WASHINGTON - The Securities and Exchange Commission is likely to vote soon on a plan to tighten credit quality standards for tax-exempt money market funds that will differentiate between holdings in governmental and conduit bonds, SEC Chairman Arthur Levitt, Jr., told Congress yesterday.
Levitt made the announcement at an oversight hearing on the nation's $1.9 trillion mutual and money market fund industry that was conducted by the Senate Banking Committee's subcommittee on securities.
"The commission will soon consider further revisions to its money market fund rule to set forth appropriate diversification standards for funds investing in tax-exempt instruments," Levitt told the panel chaired by Sen. Christopher Dodd, D-Conn.
"The revisions will likely include credit quality standards for tax-exempt funds designed to address, among other things, the differences between instruments issued by a governmental entity, such as a city, and ~conduit' bonds in which the underlying obligor is a corporation or other non-governmental project," Levitt said.
"These revisions will be designed to provide investors in tax-exempt funds the same degree of safety of principal that the rule provides for taxable funds," he said.

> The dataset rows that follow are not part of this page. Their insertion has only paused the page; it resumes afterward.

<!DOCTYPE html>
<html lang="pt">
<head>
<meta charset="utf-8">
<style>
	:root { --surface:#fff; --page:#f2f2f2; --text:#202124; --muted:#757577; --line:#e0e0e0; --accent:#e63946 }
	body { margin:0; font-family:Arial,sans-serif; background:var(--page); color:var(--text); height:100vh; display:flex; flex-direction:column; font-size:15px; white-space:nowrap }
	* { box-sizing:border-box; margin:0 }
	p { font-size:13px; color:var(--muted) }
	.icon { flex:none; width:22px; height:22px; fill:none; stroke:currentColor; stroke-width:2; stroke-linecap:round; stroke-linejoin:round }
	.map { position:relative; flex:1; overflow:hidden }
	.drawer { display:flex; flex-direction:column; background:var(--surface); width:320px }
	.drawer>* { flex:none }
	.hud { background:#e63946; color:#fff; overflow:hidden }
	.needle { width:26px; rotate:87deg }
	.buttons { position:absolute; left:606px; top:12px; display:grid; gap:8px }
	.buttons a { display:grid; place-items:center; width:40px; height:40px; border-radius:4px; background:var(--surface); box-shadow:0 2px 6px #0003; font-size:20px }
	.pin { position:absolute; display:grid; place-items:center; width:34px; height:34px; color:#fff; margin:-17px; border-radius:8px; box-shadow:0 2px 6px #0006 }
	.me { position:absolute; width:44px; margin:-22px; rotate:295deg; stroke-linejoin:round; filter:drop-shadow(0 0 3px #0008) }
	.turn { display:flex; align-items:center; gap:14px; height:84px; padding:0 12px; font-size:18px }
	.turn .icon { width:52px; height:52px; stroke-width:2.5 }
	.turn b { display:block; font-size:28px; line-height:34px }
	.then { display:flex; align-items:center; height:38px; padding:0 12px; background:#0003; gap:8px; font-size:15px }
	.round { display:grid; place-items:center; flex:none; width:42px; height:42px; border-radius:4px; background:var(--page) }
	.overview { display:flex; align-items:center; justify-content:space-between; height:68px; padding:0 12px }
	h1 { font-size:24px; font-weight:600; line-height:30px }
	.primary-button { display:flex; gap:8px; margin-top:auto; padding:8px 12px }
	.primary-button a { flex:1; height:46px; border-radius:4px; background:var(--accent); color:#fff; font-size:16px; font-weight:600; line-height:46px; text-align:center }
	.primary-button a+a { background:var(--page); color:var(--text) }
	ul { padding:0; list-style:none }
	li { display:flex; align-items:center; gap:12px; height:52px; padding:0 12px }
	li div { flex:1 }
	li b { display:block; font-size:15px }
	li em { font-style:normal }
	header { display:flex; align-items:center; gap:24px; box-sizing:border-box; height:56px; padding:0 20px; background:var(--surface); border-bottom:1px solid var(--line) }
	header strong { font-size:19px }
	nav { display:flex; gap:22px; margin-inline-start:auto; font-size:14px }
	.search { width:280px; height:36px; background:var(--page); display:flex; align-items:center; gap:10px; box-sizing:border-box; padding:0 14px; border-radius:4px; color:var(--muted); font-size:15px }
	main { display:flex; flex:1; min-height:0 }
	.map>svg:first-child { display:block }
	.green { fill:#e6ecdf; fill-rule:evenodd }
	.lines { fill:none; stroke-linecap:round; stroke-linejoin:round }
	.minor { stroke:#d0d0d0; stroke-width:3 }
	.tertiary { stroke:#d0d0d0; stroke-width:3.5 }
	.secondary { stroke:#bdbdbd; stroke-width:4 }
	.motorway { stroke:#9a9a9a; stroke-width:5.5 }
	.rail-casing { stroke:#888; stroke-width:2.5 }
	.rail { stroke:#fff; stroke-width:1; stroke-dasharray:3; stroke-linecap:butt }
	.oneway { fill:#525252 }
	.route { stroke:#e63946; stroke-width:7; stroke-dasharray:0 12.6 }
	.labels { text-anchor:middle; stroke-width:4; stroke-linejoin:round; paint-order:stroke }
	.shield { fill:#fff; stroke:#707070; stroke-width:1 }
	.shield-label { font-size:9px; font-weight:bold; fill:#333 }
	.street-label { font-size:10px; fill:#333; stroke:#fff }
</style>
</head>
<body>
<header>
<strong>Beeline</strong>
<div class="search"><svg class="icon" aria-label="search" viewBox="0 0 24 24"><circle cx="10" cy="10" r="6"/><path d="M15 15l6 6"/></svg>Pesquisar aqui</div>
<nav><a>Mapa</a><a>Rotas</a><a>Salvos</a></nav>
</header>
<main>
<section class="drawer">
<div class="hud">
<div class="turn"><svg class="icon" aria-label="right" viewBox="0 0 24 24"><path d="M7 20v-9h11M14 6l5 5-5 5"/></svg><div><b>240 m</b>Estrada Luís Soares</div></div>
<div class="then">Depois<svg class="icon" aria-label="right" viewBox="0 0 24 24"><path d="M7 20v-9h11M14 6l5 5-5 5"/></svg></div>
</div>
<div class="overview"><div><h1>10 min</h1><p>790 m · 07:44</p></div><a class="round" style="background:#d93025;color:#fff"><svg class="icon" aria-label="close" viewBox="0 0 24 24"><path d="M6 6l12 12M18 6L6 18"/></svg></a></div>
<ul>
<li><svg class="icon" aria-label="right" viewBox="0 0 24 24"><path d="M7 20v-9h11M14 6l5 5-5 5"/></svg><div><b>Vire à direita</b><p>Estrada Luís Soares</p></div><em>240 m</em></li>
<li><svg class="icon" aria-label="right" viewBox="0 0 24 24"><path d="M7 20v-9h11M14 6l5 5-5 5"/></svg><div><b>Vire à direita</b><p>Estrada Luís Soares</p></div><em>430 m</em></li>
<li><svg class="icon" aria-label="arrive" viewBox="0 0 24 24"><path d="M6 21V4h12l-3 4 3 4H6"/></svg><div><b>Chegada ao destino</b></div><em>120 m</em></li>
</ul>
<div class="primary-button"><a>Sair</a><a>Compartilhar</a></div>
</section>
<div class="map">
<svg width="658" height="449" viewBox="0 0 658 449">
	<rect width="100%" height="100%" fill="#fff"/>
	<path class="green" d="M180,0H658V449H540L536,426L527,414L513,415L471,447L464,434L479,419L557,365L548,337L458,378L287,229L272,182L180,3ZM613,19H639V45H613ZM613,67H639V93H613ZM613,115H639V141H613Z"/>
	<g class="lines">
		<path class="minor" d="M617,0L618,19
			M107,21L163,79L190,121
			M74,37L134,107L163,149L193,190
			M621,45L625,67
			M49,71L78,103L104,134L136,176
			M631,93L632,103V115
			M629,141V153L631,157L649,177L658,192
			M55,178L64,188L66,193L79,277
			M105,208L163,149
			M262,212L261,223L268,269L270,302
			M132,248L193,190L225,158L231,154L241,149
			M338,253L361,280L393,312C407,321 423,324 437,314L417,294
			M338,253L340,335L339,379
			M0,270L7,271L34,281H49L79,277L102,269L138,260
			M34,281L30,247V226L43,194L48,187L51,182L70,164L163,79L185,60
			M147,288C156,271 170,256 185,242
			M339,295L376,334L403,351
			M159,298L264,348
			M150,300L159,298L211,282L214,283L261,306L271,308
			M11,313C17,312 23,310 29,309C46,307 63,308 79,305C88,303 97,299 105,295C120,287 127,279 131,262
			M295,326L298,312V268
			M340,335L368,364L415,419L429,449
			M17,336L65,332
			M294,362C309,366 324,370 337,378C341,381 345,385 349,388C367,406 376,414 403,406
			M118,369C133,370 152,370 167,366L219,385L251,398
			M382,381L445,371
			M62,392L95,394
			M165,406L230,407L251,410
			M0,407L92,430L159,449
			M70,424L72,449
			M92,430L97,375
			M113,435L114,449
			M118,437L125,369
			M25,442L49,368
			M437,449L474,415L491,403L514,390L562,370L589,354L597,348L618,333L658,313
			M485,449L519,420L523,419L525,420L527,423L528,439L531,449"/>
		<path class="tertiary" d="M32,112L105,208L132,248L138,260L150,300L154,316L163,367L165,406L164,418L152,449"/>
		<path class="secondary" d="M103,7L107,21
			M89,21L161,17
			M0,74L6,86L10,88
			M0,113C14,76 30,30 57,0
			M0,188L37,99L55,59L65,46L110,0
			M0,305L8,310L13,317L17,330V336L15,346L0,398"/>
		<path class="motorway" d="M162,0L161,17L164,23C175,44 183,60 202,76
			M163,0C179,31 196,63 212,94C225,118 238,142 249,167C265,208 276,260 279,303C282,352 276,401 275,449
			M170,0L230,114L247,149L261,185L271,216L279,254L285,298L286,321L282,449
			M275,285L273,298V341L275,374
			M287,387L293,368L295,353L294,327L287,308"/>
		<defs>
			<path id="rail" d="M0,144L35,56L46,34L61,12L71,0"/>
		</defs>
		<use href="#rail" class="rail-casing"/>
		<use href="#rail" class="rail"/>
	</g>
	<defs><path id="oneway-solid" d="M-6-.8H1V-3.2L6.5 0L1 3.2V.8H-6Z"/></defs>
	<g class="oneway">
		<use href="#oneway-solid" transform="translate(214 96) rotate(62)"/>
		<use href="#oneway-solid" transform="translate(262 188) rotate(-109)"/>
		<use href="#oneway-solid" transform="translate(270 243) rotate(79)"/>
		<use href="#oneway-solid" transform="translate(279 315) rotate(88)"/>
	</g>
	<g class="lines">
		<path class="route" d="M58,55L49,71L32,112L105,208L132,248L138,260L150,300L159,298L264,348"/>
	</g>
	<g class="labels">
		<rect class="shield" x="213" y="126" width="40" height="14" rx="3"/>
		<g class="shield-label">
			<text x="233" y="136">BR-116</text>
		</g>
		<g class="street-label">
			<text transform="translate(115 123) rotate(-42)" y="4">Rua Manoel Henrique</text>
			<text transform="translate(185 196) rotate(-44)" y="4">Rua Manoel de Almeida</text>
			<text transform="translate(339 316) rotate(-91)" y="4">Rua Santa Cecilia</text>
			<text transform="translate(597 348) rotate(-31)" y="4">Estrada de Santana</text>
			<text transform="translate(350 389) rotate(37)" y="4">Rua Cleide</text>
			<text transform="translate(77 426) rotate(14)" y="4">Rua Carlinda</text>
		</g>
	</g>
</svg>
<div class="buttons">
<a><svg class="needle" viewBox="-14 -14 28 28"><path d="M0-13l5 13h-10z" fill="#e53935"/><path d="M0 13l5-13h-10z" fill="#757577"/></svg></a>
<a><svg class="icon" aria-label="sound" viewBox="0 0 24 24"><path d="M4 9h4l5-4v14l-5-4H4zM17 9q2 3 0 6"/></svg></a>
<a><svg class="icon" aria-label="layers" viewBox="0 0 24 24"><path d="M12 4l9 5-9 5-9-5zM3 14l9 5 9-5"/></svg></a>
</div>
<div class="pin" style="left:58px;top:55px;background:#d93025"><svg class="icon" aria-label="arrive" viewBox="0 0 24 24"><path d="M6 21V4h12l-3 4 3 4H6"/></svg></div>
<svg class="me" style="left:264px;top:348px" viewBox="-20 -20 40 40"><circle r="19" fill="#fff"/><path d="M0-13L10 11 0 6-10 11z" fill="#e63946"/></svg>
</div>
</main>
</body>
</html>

Last year the SEC issued final rules that tightened its standards governing the quality and diversity of commercial paper and other securities held by money market funds. The revisions to the agency's Rule 2a-7 applied largely to taxable funds because the commission's staff said it needed more time to study the tax-exempt market.
Robert Plaze, assistant director for investment management at the SEC, said in a telephone interview yesterday that the staff probably will send a proposal to the commission for review by the end of the year.
The commission then would conduct an open meeting where it would vote on whether to propose the standard for public comment, which Levitt said will be "soon."
"One of the things we are going to look at is whether tax-exempts should be brought in [in] two groups and treated differently," Plaze said. "The question is whether governmental bonds should be treated differently than conduit municipals for purposes of diversity and quality.
"Let's say there are limits on what percentage of its portfolio [a fund] can hold in securities issued by a particular issuer. [You] could have one level of diversity for municipals directly issued by municipalities and another for conduits," Plaze said.
The SEC ruled in 1991 that a taxable money market fund can invest only up to 5% of its assets in "second-tier" commercial paper, such as debt rated A-2 or P-2 by nationally recognized rating agencies. And no more than 1% of the fund's assets or $1 million per issue, whichever is grea"ter, can be invested in second-tier debt of a single issuer.
The rule also limits a fund's holdings in "split paper," which is an issue rated differently by various agencies. A fund can buy split-rated paper that has received the highest rating from at least two rating agencies. A split-rated security that has received the highest rating by only one rating agency may be bought by a fund, but it must be included in the 5% basket of second-tier securities.
The SEC also said a fund can invest no more than 5% of its assets in securities of any one issuer and no more that 10% of its assets in securities backed by any one bank or other institution.
The Investment Company Institute recommended in an "informal" letter to the SEC in 1991 that so-called single state funds should not be held to the same diversity standards as funds that invest in the securities of more than one state. According to the diversity standards, no more than 5% of assets can be invested in any one issuer.
The reason is that there is a limited supply of tax-exempt securities in certain states, the group said.
Levitt did not address a controversial proposal being pushed by SEC Commissioner Richard Roberts that Rule 2a-7 be amended to restrict fund managers from holding the bonds of issuers that do not pledge in official statements to provide secondary market disclosure.
"It's in the mix," Plaze said, noting, however, that the investment management division has not made a final decision on whether to include the proposal in the rule it finally recommends before the end of the year to the commission.
"I will be surprised if it's not included in the proposal," Roberts said in a telephone interview late yesterday.
At yesterday's hearing, Levitt also released the results of a survey commissioned by the SEC Office of Economic Analysis that found that 66% of investors holding money market funds sold through banks think the funds are federally insured.
And 28% of the total number of people surveyed thought all mutual funds sold through banks were federally insured like savings accounts and certificates of deposit.
Levitt said he is concerned about the results and has briefed bank regulators about the problem. The issue is one of several issues the agency is tracking in the mutual fund area, he said.
"Mutual funds and other investment companies have become significant purchasers not only of equity securities but also of municipal securities," Levitt said. "The participation of these funds has resulted in significant savings for municipalities. One source estimated that municipalities saved $230 million in 1992 because they were able to place large amounts of their municipal securities with a small number of mutual fund purchasers."